### Excerpted records
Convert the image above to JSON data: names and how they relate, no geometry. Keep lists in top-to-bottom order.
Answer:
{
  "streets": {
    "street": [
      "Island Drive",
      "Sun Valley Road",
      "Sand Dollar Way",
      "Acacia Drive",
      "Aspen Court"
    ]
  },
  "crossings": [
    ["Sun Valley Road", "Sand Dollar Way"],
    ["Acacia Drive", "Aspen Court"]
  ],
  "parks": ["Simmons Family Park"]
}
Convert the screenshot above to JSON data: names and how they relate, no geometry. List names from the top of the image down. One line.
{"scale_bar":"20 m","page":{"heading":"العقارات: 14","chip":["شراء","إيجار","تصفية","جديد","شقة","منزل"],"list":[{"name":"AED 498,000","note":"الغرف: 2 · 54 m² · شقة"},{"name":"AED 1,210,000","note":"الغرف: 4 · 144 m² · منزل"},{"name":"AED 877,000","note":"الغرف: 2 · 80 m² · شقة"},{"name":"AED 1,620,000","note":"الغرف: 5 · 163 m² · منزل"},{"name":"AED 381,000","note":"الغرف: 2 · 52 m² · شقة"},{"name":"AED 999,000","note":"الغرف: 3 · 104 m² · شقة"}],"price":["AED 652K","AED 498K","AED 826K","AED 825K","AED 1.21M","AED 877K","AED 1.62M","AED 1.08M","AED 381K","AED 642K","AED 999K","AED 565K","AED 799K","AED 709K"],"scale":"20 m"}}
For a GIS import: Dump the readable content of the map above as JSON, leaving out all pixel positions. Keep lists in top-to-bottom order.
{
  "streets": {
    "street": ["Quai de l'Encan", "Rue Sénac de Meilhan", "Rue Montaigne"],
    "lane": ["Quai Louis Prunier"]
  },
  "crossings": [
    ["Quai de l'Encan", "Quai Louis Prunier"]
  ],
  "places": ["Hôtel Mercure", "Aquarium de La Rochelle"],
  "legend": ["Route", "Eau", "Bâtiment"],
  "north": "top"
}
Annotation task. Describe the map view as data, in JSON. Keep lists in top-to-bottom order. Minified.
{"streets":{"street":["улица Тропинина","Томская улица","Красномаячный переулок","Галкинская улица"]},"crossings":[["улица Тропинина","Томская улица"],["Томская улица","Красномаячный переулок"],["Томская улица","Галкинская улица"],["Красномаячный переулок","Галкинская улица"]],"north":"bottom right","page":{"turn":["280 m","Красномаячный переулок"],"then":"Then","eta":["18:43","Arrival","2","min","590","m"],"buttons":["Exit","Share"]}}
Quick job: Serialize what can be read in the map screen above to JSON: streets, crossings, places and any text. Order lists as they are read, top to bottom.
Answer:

### What is needed
Your answer must be the full listing, restated word for word.

### Response for this exercise
Convert the image above to JSON data: names and how they relate, no geometry. Keep lists in top-to-bottom order.
Answer:
{
  "streets": {
    "street": [
      "Island Drive",
      "Sun Valley Road",
      "Sand Dollar Way",
      "Acacia Drive",
      "Aspen Court"
    ]
  },
  "crossings": [
    ["Sun Valley Road", "Sand Dollar Way"],
    ["Acacia Drive", "Aspen Court"]
  ],
  "parks": ["Simmons Family Park"]
}
Convert the screenshot above to JSON data: names and how they relate, no geometry. List names from the top of the image down. One line.
{"scale_bar":"20 m","page":{"heading":"العقارات: 14","chip":["شراء","إيجار","تصفية","جديد","شقة","منزل"],"list":[{"name":"AED 498,000","note":"الغرف: 2 · 54 m² · شقة"},{"name":"AED 1,210,000","note":"الغرف: 4 · 144 m² · منزل"},{"name":"AED 877,000","note":"الغرف: 2 · 80 m² · شقة"},{"name":"AED 1,620,000","note":"الغرف: 5 · 163 m² · منزل"},{"name":"AED 381,000","note":"الغرف: 2 · 52 m² · شقة"},{"name":"AED 999,000","note":"الغرف: 3 · 104 m² · شقة"}],"price":["AED 652K","AED 498K","AED 826K","AED 825K","AED 1.21M","AED 877K","AED 1.62M","AED 1.08M","AED 381K","AED 642K","AED 999K","AED 565K","AED 799K","AED 709K"],"scale":"20 m"}}
For a GIS import: Dump the readable content of the map above as JSON, leaving out all pixel positions. Keep lists in top-to-bottom order.
{
  "streets": {
    "street": ["Quai de l'Encan", "Rue Sénac de Meilhan", "Rue Montaigne"],
    "lane": ["Quai Louis Prunier"]
  },
  "crossings": [
    ["Quai de l'Encan", "Quai Louis Prunier"]
  ],
  "places": ["Hôtel Mercure", "Aquarium de La Rochelle"],
  "legend": ["Route", "Eau", "Bâtiment"],
  "north": "top"
}
Annotation task. Describe the map view as data, in JSON. Keep lists in top-to-bottom order. Minified.
{"streets":{"street":["улица Тропинина","Томская улица","Красномаячный переулок","Галкинская улица"]},"crossings":[["улица Тропинина","Томская улица"],["Томская улица","Красномаячный переулок"],["Томская улица","Галкинская улица"],["Красномаячный переулок","Галкинская улица"]],"north":"bottom right","page":{"turn":["280 m","Красномаячный переулок"],"then":"Then","eta":["18:43","Arrival","2","min","590","m"],"buttons":["Exit","Share"]}}
Quick job: Serialize what can be read in the map screen above to JSON: streets, crossings, places and any text. Order lists as they are read, top to bottom.
Answer:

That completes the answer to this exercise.